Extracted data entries
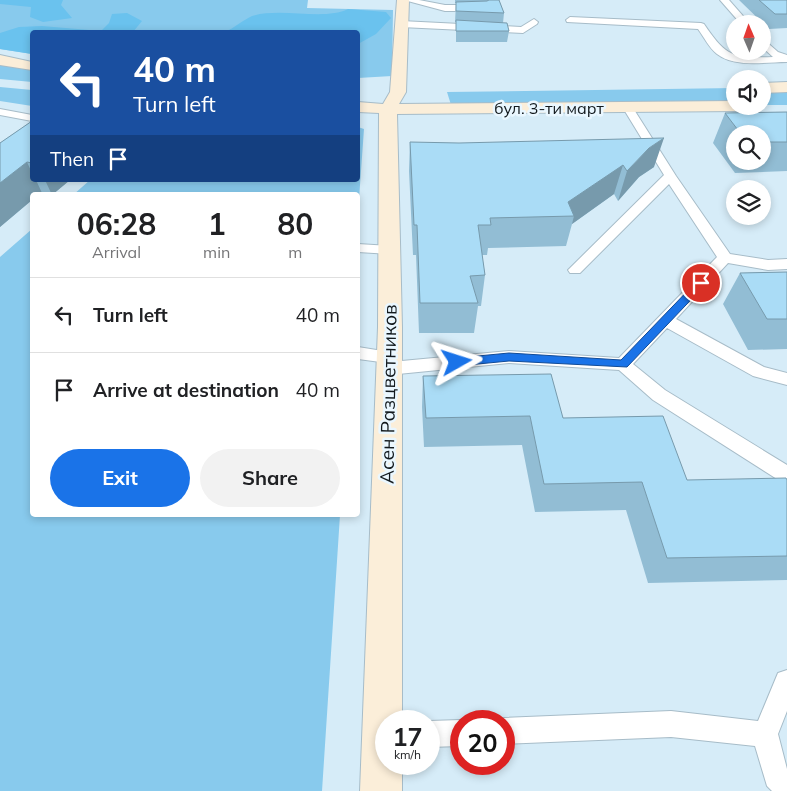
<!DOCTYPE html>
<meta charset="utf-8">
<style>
body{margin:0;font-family:Mulish,sans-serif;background:#f2f2f2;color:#202124;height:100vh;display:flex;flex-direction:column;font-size:19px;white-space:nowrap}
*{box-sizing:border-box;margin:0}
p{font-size:16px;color:#757577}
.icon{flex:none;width:28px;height:28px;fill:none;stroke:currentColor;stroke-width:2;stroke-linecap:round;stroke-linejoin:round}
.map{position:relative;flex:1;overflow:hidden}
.sheet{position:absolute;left:30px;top:192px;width:330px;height:325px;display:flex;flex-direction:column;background:#fff;border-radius:5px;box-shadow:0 2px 8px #0003}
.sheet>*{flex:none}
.banner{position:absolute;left:30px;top:30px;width:330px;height:152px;border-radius:5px;box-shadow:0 2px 8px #0003;background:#1a4fa0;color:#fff;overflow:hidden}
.needle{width:32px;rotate:358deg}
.fabs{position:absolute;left:726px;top:15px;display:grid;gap:10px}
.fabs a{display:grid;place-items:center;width:45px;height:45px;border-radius:50%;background:#fff;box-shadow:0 2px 8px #0003;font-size:25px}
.speed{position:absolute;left:375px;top:710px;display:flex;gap:10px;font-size:25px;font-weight:700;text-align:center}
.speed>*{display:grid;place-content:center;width:65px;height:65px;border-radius:50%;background:#fff;box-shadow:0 2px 8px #0003;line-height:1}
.speed small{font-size:12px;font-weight:400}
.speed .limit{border:8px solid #d22;background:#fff;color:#111}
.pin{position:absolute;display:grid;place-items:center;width:42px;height:42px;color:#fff;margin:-21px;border:2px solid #fff;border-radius:50%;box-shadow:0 1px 5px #0007}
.me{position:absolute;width:55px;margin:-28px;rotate:84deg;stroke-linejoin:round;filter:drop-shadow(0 0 4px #0008)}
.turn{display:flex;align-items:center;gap:18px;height:105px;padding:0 20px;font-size:22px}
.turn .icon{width:65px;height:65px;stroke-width:2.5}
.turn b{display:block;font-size:35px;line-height:42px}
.then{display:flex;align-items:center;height:48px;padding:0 20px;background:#0003;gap:10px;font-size:19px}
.eta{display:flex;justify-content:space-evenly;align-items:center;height:85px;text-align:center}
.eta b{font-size:30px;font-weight:700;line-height:35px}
.action{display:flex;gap:10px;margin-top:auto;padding:10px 20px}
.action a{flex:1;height:58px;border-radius:30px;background:#1a73e8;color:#fff;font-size:20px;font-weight:700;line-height:58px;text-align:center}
.action a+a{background:#f2f2f2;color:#202124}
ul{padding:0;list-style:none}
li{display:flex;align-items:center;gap:15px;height:75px;padding:0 20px;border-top:1px solid #e0e0e0}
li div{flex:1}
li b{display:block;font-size:19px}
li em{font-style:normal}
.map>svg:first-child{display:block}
.green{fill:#88caed}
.forest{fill:#6ac2ee}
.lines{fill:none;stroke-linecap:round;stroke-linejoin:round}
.lane-casing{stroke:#a7bcc8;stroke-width:2}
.secondary-casing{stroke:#a7bcc8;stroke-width:2}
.lane{fill:#fff;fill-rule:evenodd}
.secondary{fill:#fbeed9;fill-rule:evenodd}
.wall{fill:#92bdd4;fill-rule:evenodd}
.shaded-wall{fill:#779aac}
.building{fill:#aadcf6;stroke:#779aac}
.route{fill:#1a73e8;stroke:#114b97}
.labels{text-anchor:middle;stroke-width:5;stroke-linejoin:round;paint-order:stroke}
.far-street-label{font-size:16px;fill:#12191d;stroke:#eaf7ff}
.street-label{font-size:19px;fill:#12191d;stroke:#eaf7ff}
</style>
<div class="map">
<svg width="787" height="791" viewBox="0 0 787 791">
<rect width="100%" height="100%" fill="#d6ecf8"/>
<!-- green -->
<path class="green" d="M 0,0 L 308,0 L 307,8 L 393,10 L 392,76 L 358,78 L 358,32 L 32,32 L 32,54 L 0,49 Z
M 0,60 L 32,66 L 32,82 L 0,79 Z
M 0,87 L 32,90 L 32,106 L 0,101 Z
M 787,87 L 787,105 L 763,105 L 762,88 Z
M 735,88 L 735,106 L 452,108 L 447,92 Z
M 358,127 L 364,129 L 358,213 L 358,195 L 73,195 L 90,180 L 358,180 Z
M 32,229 L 32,515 L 340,515 L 322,791 L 0,791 L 0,257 Z"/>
<!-- forest -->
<path class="forest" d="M 0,0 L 63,0 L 61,5 L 72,18 L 43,22 L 30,17 L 31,7 L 0,4 Z
M 348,9 L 386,12 L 391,18 L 376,34 L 358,44 L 358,32 L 225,32 C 234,28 243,20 252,16 C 281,7 324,21 348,9 Z
M 127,13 L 142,21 L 133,32 L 143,32 L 32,32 L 32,54 L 0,49 L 0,33 L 19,27 L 42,26 L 101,31 L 109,23 L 112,14 Z"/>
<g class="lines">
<defs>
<path id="lane" d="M 404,0 L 419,0 L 445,5 L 480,5 L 484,8 L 480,11 L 445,11 Z
M 720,0 L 729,0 L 750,24 L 741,24 Z
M 570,17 L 701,23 L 704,24 C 727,58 733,58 773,57 L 762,47 L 762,38 L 778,52 L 787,55 L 787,62 C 766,62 735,68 717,54 C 709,48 704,37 698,29 L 567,22 L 566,20 Z
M 534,19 L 538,22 L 537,24 L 523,33 L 401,27 L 397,24 L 401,21 L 521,27 Z
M 628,105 L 633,108 L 676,176 L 730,254 L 768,260 L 787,259 L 787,269 L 768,270 L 728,263 L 676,319 L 764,367 L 787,373 L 787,385 L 753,376 L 667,328 L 633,364 L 665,390 L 787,465 L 787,483 L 780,481 L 653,400 L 619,370 L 509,363 L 388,375 L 382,373 L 380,369 L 382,365 L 388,363 L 358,359 L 358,347 L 395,353 L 397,357 L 395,361 L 391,362 L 509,351 L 619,358 L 717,257 L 669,184 L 580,273 L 570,273 L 568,270 L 664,175 L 623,108 Z
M 0,109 L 32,115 L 32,121 L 0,115 Z
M 358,244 L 390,246 L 395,247 L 397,250 L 395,253 L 390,254 L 358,252 Z
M 787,670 L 787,711 L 778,734 L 787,769 L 787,791 L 772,791 L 767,786 L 755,746 L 671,737 L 504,744 L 504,721 L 497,721 L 504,718 L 671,711 L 758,721 L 778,673 Z
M 461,720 L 463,721 L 461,721 L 461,746 L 429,747 L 429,721 Z"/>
<path id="secondary" d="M 397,0 L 409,0 L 406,92 L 399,104 L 735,101 L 735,106 L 748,106 L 746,110 L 740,111 L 397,114 L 402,327 L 402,721 L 386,721 L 386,764 L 402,764 L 402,791 L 360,791 L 378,327 L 379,113 L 358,112 L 358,102 L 383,104 L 390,92 Z
M 0,55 L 32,62 L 32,70 L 0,65 Z
M 787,82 L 787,92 L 762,93 L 762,83 Z"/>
</defs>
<!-- lane casing -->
<use href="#lane" class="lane-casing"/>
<!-- secondary casing -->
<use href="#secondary" class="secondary-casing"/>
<!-- lane -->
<use href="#lane" class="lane"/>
<!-- secondary -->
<use href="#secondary" class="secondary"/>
</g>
<!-- wall -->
<path class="wall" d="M 455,0 L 499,0 L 504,13 L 503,23 L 509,31 L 507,42 L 456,42 L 456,22 L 455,22 L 456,3 L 455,3 Z
M 739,0 L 787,0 L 787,28 L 769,29 Z
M 787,112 L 787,171 L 735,173 L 713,143 L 725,113 ZM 735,134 L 762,134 L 762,161 L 735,161 Z
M 32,121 L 32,180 L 70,180 L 52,195 L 42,193 L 39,195 L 32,195 L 32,200 L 0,227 L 0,143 Z
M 410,142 L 654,167 L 639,177 L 618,201 L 614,194 L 572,224 L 566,246 L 488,248 L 487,255 L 482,255 L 485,275 L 481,306 L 478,306 L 474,333 L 419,333 L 416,255 L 413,255 L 409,171 Z
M 787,272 L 787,349 L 748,350 L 723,304 L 740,273 Z
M 423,376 L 563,418 L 687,480 L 787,480 L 787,580 L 648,583 L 626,510 L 535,512 L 522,445 L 424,447 L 422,407 Z"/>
<!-- shaded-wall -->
<path class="shaded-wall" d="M 664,138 L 654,167 L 639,177 L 618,201 L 627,171 L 649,148 Z
M 27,162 L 32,173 L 32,180 L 36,180 L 42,193 L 39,195 L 32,195 L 32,200 L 0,227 L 0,183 Z
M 623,165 L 614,194 L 572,224 L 574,216 L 568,202 Z
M 45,180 L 70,180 L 52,195 Z"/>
<!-- building -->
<path class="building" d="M 489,0 L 499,0 L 504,13 L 456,11 L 456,2 L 487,1 Z
M 759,0 L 787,0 L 787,14 L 775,14 Z
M 456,20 L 507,23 L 509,31 L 456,31 Z
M 787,112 L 787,142 L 762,142 L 762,134 L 741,134 L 725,113 Z
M 32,121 L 32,163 L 27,162 L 0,183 L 0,143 Z
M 664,138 L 649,148 L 627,171 L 623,165 L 568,202 L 574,216 L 490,218 L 491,225 L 478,225 L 485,275 L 470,276 L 478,303 L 420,303 L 417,225 L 414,225 L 410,142 L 459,143 Z
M 787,272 L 787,319 L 767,319 L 740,273 Z
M 551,374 L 563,418 L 663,416 L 687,480 L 786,478 L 787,480 L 787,556 L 667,558 L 642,482 L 544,484 L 530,416 L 426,418 L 423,376 Z"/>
<!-- route -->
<path class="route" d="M 701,279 L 706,283 L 705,285 L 627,367 L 509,361 L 457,366 L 452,362 L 457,358 L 509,353 L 621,360 L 698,280 Z"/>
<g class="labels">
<!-- far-street labels -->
<g class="far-street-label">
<text x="549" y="114">бул. 3-ти март</text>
</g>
<!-- street labels -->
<g class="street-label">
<text transform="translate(388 394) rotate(-89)" y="7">Асен Разцветников</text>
</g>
</g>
</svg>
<div class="fabs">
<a><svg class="needle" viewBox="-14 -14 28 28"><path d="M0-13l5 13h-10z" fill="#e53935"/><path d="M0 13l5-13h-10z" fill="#757577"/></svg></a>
<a><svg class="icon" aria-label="sound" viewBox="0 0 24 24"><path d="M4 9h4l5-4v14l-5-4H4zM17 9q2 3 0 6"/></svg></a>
<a><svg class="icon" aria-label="search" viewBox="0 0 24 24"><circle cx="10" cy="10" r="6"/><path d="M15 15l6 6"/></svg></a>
<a><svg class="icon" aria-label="layers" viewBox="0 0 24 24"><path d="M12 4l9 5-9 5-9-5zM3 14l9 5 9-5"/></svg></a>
</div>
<div class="speed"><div>17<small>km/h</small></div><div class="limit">20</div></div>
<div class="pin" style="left:701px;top:283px;background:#d93025"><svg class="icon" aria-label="arrive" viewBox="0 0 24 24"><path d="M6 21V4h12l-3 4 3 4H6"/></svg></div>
<svg class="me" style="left:457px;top:362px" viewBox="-20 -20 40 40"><path d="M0-17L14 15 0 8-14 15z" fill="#1a73e8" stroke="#fff" stroke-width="4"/></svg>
<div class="banner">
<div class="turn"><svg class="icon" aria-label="left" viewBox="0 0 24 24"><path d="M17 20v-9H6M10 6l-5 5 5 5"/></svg><div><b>40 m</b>Turn left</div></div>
<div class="then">Then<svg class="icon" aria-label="arrive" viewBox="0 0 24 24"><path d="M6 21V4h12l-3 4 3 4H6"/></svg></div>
</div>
<section class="sheet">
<div class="eta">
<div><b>06:28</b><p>Arrival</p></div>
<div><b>1</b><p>min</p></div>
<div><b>80</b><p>m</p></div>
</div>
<ul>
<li><svg class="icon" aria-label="left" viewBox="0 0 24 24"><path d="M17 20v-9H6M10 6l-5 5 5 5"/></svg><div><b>Turn left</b></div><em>40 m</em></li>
<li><svg class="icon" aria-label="arrive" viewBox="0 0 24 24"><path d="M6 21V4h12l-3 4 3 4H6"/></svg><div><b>Arrive at destination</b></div><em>40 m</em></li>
</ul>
<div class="action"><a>Exit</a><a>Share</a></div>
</section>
</div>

_TRY IT:_ Pick each line holding "grid" out of the entries above and return it.

_EXERCISE RESULT:_
.fabs{position:absolute;left:726px;top:15px;display:grid;gap:10px}
.fabs a{display:grid;place-items:center;width:45px;height:45px;border-radius:50%;background:#fff;box-shadow:0 2px 8px #0003;font-size:25px}
.speed>*{display:grid;place-content:center;width:65px;height:65px;border-radius:50%;background:#fff;box-shadow:0 2px 8px #0003;line-height:1}
.pin{position:absolute;display:grid;place-items:center;width:42px;height:42px;color:#fff;margin:-21px;border:2px solid #fff;border-radius:50%;box-shadow:0 1px 5px #0007}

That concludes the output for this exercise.